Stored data
· · · ·
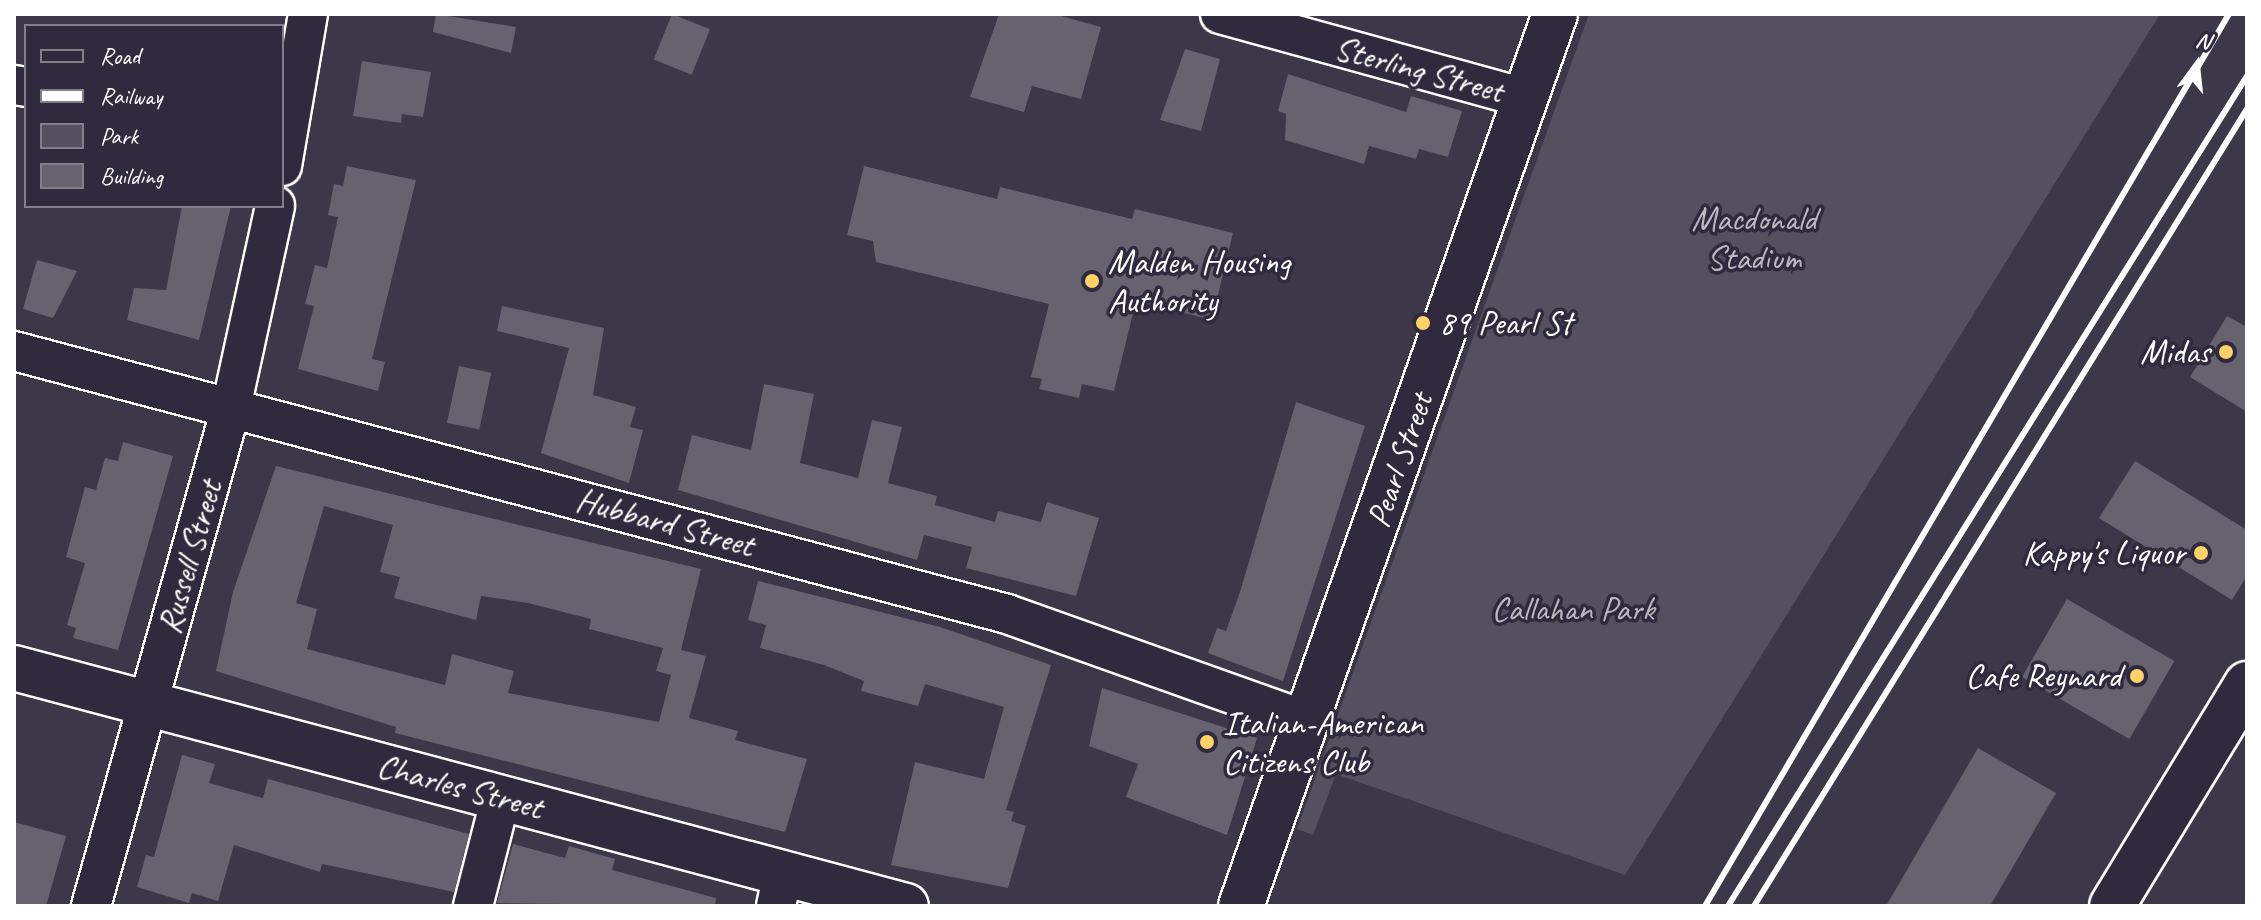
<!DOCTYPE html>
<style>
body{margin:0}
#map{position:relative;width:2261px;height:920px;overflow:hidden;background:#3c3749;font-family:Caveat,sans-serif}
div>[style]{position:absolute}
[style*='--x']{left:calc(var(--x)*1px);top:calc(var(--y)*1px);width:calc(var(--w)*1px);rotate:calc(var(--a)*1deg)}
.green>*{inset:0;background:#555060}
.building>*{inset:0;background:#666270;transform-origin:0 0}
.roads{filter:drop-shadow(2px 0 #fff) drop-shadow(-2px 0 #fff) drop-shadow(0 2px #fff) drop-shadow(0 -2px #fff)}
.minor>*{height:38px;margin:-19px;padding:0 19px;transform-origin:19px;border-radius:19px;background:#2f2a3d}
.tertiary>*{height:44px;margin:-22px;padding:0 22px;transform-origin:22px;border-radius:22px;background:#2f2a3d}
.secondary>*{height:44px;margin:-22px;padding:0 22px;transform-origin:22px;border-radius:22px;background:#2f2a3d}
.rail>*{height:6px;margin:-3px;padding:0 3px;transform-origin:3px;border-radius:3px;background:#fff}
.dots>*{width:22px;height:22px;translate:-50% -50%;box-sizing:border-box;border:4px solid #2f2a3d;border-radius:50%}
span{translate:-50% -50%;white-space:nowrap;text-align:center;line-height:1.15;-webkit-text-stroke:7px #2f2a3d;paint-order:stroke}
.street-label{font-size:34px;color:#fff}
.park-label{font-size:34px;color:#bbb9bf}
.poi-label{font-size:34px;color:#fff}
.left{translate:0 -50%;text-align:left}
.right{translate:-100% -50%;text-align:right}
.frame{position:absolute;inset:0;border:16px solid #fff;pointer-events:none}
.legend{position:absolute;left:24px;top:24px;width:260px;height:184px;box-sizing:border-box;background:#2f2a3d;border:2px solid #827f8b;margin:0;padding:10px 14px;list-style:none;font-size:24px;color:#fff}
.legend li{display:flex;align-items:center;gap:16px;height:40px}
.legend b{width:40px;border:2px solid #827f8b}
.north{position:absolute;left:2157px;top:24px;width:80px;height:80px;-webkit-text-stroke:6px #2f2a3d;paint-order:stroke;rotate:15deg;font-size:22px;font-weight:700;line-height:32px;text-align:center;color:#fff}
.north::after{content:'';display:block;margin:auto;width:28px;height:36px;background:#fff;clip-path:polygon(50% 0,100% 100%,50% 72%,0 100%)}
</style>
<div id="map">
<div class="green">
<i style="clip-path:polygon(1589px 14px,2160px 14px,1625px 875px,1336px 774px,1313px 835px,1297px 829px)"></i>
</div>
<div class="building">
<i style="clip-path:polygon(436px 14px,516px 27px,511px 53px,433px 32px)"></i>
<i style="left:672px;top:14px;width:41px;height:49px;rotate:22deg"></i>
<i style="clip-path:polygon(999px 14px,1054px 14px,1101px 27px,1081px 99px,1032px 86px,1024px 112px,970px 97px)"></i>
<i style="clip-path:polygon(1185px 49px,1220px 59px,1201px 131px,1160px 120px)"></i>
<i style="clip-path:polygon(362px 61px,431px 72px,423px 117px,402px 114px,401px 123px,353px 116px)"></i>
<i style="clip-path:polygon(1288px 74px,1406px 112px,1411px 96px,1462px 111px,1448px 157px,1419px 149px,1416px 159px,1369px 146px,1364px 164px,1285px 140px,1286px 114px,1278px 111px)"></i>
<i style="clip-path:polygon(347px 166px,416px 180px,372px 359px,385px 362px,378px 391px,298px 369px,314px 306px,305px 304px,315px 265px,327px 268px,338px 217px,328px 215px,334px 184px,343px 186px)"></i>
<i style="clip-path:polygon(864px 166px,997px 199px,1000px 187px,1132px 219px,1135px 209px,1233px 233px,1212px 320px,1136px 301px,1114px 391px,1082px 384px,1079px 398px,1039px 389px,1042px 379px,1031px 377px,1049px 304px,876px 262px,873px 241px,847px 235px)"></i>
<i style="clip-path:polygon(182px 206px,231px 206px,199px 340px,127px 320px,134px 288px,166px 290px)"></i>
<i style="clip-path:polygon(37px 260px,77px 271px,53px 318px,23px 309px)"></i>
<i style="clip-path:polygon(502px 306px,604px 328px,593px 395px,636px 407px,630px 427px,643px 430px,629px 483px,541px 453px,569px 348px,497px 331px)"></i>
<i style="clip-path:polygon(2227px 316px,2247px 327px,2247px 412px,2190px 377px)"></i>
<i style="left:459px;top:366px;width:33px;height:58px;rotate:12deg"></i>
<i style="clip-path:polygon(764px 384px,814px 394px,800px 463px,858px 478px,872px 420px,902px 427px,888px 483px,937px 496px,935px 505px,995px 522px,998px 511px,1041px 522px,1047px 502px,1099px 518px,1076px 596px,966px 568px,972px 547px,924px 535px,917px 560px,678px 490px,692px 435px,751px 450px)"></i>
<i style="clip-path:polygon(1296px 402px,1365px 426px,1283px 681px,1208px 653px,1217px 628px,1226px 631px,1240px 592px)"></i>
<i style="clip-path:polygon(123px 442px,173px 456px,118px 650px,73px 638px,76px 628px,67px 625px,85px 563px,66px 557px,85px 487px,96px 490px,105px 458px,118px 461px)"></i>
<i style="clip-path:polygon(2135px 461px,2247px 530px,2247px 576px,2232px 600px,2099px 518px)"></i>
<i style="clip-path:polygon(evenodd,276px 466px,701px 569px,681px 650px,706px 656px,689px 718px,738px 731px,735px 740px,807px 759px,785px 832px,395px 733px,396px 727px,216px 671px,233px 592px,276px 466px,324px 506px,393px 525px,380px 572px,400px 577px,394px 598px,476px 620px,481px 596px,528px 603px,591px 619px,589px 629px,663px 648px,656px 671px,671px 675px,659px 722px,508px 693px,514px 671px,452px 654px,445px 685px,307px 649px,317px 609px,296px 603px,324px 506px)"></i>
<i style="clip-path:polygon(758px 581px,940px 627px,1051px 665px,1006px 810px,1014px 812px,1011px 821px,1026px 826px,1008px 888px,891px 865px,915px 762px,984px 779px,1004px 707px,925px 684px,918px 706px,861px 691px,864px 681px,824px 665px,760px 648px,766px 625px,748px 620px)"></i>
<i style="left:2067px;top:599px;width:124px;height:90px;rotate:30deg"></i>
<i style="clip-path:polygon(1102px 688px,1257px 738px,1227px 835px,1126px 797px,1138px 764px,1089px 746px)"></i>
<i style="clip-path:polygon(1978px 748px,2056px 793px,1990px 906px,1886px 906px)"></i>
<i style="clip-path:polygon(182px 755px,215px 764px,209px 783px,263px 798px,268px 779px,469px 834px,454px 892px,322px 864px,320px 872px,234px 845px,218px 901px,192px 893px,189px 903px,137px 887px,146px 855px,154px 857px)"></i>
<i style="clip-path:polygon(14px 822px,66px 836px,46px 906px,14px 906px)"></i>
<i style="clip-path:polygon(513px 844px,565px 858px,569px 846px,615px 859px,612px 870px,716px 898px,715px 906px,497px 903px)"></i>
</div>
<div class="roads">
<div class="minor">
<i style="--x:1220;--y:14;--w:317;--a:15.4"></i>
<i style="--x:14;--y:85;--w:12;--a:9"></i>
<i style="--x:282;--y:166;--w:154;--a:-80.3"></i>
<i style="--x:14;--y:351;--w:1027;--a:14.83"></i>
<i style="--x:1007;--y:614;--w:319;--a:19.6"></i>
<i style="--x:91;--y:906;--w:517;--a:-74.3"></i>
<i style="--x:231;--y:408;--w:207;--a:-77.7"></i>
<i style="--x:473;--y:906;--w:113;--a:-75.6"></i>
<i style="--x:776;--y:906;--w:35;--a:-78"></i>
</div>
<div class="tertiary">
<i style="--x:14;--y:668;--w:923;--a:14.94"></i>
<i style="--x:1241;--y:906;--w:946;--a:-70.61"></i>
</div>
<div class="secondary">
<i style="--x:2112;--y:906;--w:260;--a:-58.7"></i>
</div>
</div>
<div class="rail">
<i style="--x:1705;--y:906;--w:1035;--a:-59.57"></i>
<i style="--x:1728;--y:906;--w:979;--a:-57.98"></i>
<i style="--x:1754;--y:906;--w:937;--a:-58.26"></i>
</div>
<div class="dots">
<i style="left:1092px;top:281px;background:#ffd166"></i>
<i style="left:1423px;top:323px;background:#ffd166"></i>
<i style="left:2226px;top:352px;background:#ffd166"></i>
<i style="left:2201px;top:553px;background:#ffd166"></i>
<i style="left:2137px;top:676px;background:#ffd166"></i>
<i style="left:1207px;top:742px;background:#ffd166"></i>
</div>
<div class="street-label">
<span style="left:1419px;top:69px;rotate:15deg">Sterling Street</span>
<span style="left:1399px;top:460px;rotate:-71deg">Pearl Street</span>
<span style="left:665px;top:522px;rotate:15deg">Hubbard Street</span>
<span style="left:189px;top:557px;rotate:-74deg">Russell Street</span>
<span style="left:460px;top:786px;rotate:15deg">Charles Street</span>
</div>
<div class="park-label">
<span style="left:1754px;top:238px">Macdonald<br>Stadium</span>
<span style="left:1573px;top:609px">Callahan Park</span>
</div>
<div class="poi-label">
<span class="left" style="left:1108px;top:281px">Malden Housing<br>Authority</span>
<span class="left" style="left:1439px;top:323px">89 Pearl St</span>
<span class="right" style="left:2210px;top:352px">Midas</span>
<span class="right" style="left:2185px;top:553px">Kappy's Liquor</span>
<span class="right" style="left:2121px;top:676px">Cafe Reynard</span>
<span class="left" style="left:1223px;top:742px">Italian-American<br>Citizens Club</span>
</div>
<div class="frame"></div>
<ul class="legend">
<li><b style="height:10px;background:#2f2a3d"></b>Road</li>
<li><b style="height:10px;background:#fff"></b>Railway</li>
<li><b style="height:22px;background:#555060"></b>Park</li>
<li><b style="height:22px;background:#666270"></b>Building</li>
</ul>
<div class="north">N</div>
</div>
· · · ·
WORK REQUIRED: From the first line above down to the line with "0 #fff) drop-shadow(-2px", reproduce every line and no others, omitting pictures.

REPLY TO THE TASK:
<!DOCTYPE html>
<style>
body{margin:0}
#map{position:relative;width:2261px;height:920px;overflow:hidden;background:#3c3749;font-family:Caveat,sans-serif}
div>[style]{position:absolute}
[style*='--x']{left:calc(var(--x)*1px);top:calc(var(--y)*1px);width:calc(var(--w)*1px);rotate:calc(var(--a)*1deg)}
.green>*{inset:0;background:#555060}
.building>*{inset:0;background:#666270;transform-origin:0 0}
.roads{filter:drop-shadow(2px 0 #fff) drop-shadow(-2px 0 #fff) drop-shadow(0 2px #fff) drop-shadow(0 -2px #fff)}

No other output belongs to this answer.